The sisters explained that they couldn't think of any reason that Curry wouldn't have reached out to them by now if she had survived.

"You just wouldn't think that a fire is going to destroy everything," Beamer-Wilkinson said.

"They have to do better with the emergency system because there's a that was a very elderly kind of community," Kelley said. "There's a lot of retirees there, and we can't just rely on the cellphone, because elderly people don't really do cellphones. They don't. That's not the only way we should notify people when there's evacuation orders."
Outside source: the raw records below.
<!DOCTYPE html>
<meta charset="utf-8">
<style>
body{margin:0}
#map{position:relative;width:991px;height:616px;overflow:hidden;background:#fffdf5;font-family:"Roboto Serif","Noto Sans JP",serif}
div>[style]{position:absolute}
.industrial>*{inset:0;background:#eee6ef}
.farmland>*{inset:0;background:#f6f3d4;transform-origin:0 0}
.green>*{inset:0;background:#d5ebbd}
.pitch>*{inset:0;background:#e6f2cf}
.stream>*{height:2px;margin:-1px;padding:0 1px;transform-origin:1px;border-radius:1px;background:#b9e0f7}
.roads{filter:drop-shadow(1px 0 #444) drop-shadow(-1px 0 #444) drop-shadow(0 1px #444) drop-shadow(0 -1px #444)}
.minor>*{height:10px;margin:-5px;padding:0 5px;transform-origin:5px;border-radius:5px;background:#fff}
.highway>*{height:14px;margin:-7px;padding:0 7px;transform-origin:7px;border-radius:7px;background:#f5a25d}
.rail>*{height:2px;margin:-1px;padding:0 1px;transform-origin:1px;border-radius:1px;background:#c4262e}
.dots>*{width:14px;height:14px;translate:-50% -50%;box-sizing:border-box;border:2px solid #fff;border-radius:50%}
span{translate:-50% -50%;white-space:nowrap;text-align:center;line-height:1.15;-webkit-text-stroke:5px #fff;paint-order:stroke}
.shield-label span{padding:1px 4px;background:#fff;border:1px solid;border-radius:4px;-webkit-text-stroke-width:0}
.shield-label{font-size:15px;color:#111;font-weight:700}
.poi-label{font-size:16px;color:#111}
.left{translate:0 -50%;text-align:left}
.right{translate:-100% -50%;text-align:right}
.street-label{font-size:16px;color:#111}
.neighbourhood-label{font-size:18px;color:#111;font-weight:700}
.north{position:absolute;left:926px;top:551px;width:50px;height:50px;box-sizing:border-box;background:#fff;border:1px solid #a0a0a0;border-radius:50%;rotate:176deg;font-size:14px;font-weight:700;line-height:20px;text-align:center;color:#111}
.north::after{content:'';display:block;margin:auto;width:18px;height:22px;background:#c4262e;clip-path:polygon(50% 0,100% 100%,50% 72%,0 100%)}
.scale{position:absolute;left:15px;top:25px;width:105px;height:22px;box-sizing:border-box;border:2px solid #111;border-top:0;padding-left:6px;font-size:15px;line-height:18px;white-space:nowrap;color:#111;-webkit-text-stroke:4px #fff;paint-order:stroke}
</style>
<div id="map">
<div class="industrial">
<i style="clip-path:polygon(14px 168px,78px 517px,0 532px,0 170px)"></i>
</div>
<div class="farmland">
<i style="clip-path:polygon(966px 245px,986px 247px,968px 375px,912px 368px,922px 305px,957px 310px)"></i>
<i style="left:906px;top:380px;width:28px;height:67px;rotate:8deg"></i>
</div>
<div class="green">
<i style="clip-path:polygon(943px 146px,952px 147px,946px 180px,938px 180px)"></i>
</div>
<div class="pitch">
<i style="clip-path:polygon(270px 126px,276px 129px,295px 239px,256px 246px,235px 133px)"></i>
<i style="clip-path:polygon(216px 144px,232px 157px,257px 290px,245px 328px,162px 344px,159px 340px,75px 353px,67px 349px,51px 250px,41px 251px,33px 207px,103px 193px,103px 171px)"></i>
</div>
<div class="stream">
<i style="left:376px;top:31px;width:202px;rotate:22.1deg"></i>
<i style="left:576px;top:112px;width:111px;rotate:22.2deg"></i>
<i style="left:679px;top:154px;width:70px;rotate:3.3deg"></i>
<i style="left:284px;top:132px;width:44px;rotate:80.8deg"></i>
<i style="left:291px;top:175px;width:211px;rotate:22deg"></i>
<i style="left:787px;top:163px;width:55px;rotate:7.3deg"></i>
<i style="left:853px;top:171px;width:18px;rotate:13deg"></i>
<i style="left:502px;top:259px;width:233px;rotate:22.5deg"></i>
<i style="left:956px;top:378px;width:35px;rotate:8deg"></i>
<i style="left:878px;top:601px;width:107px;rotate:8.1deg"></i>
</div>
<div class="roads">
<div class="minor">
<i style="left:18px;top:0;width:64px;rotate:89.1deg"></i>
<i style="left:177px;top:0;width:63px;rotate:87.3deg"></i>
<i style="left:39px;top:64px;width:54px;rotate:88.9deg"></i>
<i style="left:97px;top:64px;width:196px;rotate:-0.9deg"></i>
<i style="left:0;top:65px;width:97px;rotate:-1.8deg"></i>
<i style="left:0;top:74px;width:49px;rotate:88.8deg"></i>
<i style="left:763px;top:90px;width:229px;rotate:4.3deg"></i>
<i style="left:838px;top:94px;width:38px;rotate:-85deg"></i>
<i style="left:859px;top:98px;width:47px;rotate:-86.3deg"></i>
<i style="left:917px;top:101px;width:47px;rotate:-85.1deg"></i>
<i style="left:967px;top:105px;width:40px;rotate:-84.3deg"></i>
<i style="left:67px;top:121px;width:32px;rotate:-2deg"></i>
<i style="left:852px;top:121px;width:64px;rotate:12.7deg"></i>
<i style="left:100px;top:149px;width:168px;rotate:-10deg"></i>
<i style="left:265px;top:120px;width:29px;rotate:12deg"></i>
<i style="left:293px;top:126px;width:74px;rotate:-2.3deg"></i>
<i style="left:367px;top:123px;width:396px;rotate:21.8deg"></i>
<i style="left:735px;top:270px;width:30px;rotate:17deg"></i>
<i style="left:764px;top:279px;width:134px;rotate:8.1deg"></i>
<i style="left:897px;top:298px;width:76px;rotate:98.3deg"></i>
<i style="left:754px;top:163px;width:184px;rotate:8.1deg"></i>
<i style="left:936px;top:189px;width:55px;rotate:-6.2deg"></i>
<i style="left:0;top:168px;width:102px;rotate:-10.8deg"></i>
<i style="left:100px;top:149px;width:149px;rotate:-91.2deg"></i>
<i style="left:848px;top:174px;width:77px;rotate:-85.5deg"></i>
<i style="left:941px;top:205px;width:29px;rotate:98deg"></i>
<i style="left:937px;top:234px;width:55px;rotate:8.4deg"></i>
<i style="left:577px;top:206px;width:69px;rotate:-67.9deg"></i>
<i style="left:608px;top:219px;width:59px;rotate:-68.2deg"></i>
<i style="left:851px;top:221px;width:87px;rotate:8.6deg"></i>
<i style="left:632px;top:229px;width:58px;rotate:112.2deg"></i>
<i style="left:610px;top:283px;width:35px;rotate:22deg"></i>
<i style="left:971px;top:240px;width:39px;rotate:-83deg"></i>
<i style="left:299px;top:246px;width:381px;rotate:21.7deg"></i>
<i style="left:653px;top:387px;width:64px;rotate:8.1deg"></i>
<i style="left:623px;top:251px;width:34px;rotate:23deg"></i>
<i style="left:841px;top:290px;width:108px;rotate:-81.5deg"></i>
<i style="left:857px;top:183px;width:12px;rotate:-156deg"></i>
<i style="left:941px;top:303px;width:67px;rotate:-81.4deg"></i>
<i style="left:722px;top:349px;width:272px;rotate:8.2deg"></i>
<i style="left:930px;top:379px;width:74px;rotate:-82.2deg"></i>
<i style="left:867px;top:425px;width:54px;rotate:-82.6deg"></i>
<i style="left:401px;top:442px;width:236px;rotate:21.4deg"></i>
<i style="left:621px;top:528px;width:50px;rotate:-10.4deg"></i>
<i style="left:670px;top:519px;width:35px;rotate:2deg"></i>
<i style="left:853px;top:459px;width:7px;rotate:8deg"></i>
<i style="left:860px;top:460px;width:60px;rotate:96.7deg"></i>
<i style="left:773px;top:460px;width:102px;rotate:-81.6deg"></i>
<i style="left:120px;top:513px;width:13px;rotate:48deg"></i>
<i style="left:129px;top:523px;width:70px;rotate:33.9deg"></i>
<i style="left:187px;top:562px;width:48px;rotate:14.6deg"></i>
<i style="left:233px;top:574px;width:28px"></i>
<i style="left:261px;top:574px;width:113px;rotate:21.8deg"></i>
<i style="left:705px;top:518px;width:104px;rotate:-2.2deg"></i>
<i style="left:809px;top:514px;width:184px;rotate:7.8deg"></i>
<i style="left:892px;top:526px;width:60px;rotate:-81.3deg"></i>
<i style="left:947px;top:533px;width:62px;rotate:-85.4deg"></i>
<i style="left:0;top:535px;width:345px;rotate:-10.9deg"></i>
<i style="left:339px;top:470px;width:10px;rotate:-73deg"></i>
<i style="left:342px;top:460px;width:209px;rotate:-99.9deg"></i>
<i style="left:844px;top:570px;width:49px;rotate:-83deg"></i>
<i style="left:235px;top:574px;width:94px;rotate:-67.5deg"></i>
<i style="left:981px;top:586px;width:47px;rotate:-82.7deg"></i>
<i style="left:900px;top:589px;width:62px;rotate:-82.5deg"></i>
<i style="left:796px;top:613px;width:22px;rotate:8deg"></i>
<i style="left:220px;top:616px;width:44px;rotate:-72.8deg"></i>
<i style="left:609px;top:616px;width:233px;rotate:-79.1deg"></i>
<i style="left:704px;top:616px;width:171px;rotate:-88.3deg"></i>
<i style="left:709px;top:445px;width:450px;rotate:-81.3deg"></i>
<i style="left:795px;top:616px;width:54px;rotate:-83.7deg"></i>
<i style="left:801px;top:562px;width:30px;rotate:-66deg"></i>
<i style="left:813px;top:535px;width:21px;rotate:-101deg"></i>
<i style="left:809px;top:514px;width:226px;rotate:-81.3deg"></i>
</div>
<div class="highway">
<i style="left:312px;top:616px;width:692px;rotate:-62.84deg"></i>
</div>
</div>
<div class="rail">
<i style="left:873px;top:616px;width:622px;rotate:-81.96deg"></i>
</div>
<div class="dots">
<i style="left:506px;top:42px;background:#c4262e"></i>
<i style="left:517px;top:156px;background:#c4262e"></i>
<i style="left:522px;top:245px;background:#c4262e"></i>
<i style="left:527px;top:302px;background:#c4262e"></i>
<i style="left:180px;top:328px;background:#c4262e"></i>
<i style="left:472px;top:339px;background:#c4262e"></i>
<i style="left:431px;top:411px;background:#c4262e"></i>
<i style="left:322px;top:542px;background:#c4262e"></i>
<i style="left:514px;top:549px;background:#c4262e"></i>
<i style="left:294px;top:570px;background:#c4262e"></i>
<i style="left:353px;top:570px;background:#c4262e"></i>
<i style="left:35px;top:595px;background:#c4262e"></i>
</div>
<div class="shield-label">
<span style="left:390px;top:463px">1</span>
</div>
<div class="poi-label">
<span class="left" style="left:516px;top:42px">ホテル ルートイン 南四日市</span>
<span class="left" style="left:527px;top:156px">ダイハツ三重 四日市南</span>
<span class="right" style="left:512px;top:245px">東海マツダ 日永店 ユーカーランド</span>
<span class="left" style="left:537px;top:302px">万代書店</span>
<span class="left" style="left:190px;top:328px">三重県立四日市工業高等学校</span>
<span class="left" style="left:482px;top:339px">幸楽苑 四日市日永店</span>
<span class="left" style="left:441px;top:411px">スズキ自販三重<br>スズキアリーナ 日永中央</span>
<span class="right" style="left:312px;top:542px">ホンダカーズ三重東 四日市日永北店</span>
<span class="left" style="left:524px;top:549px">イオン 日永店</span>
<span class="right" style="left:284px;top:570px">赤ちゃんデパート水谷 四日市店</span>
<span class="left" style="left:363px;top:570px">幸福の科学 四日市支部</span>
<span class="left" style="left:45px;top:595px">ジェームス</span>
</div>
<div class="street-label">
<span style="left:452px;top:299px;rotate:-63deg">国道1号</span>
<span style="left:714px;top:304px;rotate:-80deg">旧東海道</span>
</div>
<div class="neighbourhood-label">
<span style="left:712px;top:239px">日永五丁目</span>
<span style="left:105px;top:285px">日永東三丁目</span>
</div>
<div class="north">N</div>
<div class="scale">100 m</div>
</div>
"And why did it not happen earlier?" she continued. "Why was I allowed to be to have access to her home at midnight and not have any danger warnings? No highway signs up the way saying, 'This is evacuation zone.'"

"When we talk about the elderly, I think we tend to, as a society, dismiss them and think, 'Well, they live their life.' And yes, she was 95, but she had a lot more to give," Beamer-Wilkinson said. "It's a shame that no one saved her."

"And I mean, again, maybe we're talking out of turn. Maybe she's going to turn up, right? We're pulled by that 1% I hope," she said, adding that they were not confident that they would see their grandmother again, but: "We just want to know, right?"